Start of Block

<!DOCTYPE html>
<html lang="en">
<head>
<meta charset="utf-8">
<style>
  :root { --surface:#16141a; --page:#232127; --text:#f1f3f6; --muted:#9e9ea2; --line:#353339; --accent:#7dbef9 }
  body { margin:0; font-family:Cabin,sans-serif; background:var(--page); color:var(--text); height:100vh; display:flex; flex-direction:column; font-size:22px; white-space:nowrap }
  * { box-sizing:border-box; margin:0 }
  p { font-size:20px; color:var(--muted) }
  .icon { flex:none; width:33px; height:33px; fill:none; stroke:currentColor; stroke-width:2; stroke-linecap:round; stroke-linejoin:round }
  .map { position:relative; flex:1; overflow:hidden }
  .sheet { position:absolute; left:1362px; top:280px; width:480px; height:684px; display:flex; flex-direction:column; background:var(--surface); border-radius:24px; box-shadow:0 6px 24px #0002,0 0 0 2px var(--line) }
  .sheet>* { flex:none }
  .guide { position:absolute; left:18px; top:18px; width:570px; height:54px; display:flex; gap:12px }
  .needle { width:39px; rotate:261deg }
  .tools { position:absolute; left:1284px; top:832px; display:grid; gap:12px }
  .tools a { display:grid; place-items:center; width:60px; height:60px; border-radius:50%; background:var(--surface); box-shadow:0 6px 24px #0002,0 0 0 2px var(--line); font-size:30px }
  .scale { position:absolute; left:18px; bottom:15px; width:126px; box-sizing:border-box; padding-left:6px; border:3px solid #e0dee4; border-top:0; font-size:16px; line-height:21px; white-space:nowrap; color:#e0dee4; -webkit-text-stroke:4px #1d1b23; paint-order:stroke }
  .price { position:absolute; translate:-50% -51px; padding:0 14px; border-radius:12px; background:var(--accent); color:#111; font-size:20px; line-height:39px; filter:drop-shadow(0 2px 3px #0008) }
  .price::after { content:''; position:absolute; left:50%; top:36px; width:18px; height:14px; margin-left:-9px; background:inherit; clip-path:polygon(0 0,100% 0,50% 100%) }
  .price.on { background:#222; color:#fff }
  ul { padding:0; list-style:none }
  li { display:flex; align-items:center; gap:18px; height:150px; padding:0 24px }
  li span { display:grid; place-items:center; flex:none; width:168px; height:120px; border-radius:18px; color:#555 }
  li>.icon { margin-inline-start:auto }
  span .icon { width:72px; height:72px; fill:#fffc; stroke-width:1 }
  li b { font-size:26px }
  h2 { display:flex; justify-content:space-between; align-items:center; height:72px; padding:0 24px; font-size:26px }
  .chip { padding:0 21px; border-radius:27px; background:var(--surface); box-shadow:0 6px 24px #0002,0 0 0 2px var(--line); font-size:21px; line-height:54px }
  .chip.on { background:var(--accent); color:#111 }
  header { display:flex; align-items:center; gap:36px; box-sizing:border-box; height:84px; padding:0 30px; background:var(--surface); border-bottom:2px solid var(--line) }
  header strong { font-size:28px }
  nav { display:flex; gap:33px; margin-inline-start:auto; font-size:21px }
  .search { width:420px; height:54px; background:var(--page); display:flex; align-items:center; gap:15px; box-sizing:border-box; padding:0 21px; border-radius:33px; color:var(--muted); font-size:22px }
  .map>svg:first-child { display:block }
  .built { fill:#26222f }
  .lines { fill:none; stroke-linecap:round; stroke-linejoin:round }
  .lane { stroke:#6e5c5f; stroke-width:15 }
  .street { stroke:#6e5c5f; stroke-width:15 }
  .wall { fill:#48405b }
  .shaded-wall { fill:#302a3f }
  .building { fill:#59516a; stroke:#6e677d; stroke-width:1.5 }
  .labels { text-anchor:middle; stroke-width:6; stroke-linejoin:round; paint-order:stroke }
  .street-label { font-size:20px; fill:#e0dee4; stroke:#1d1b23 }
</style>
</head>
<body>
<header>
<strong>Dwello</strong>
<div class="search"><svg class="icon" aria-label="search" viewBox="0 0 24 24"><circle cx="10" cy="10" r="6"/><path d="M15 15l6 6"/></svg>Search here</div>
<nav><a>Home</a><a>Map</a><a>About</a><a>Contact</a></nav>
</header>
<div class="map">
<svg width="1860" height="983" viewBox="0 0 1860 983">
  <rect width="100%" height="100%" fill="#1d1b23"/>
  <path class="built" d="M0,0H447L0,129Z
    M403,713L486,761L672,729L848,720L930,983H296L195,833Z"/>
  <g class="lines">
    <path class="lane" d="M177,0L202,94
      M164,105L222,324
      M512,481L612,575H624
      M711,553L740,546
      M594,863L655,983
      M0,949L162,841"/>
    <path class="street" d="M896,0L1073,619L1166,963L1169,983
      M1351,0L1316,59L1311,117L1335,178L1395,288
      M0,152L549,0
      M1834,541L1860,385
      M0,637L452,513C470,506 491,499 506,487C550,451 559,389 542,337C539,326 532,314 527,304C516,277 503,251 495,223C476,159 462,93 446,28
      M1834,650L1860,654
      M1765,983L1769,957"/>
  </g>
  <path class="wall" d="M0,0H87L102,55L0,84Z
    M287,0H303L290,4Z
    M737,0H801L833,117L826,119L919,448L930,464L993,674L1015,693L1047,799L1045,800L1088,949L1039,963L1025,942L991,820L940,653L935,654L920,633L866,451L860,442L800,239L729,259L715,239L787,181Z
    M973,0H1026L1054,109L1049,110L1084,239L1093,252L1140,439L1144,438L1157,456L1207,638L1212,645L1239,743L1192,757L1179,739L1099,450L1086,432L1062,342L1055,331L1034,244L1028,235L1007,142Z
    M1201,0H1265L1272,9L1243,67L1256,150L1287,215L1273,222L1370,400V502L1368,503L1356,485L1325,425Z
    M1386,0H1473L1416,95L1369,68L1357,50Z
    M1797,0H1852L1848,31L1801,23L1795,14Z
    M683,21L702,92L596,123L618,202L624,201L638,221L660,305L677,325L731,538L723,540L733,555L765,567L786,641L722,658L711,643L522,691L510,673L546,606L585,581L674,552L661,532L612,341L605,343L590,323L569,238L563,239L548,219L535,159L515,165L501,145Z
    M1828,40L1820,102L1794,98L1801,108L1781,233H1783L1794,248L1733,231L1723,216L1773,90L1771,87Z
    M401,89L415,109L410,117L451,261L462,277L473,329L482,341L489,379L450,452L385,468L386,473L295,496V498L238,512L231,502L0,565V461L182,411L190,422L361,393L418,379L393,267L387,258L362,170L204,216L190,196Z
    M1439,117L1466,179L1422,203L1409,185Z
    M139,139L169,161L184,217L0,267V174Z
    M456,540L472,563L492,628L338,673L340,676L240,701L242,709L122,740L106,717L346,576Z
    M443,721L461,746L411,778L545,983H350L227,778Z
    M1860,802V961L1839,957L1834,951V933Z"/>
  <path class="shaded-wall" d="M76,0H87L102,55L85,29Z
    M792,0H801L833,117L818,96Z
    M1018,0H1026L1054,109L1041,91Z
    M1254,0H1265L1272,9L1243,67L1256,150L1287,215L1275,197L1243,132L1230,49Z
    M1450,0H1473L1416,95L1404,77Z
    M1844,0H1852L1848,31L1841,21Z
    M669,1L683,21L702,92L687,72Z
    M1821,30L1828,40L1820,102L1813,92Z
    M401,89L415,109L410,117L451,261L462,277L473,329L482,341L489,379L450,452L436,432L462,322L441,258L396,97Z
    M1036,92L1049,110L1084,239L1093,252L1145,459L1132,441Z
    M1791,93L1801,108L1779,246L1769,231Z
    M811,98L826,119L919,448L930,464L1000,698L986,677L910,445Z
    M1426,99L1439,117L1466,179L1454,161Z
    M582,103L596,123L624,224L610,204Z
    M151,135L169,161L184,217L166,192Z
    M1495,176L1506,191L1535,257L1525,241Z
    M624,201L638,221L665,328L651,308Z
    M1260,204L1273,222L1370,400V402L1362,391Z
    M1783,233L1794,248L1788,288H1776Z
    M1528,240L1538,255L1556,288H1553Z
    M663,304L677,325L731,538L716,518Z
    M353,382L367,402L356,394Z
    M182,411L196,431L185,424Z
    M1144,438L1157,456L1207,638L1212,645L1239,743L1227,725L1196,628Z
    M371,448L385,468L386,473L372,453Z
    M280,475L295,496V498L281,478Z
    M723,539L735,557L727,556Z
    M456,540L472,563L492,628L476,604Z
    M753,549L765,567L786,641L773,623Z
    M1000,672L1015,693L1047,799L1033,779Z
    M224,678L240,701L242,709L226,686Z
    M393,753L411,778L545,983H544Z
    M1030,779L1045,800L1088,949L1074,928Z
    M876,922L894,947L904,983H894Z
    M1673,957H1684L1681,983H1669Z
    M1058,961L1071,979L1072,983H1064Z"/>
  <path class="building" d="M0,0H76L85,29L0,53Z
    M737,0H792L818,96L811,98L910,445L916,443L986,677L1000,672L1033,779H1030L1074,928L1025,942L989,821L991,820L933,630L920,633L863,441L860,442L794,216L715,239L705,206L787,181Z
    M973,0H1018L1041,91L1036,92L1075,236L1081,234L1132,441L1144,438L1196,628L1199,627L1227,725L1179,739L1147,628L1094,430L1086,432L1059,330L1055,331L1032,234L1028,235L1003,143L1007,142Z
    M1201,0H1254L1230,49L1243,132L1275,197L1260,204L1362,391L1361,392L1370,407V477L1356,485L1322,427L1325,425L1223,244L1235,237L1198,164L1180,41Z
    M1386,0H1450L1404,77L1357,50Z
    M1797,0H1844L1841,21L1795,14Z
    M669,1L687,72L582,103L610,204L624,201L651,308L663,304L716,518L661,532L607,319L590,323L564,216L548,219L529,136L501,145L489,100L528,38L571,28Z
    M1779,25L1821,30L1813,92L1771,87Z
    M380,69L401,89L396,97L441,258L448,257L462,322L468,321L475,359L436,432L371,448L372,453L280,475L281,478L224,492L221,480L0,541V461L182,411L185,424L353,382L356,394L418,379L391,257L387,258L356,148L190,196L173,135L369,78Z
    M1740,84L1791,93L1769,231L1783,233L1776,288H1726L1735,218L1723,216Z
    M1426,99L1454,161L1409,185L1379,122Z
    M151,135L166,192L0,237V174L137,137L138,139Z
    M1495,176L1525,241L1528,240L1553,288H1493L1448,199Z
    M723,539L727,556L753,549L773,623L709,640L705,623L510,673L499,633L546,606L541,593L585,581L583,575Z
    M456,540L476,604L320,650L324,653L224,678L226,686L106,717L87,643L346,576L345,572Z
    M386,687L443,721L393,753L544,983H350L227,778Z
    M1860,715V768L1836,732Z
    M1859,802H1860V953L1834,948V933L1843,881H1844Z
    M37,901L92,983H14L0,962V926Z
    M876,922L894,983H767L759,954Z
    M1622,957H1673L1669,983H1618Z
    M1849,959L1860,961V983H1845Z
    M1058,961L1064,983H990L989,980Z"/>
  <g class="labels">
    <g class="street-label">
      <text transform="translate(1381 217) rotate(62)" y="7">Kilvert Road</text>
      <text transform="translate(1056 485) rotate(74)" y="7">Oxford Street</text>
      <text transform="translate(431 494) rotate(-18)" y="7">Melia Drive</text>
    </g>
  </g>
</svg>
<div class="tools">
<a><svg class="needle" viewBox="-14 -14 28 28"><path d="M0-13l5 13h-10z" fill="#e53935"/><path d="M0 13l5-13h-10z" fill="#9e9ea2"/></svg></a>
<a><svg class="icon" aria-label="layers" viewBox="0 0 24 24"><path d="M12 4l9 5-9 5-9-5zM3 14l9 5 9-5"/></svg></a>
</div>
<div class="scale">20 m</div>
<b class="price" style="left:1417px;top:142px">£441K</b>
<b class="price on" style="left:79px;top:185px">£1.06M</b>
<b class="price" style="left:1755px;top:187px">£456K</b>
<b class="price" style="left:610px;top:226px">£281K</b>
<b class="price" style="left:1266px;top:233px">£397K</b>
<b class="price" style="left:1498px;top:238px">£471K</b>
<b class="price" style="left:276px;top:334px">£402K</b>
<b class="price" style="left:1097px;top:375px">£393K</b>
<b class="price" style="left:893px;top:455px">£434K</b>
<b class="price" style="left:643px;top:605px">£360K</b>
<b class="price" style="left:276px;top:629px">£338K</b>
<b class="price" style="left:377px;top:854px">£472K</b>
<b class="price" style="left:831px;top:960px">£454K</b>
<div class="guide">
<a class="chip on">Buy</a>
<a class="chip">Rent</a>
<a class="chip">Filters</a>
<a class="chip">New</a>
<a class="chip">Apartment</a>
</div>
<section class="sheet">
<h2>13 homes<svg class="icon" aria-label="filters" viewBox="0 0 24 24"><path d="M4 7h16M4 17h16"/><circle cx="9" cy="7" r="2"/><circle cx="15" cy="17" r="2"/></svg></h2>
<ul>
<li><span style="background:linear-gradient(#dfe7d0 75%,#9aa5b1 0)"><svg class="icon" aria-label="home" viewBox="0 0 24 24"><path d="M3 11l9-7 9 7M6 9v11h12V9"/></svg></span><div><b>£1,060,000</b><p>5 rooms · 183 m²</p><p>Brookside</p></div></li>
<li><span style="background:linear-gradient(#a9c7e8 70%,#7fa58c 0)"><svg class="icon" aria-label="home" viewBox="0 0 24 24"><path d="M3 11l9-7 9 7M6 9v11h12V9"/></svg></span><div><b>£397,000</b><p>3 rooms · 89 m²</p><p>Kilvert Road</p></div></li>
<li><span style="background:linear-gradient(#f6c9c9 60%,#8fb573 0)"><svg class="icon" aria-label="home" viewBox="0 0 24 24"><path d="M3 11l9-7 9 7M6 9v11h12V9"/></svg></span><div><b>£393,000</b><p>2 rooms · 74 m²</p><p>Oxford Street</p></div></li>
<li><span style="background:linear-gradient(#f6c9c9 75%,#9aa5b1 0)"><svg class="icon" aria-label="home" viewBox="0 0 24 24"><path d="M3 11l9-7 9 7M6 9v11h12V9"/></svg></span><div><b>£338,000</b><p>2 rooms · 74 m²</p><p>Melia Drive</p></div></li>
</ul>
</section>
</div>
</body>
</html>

End of Block

• Your task: Would you count the lines in the data that include the word "nowrap" and reply with only the number?

• Response area: 2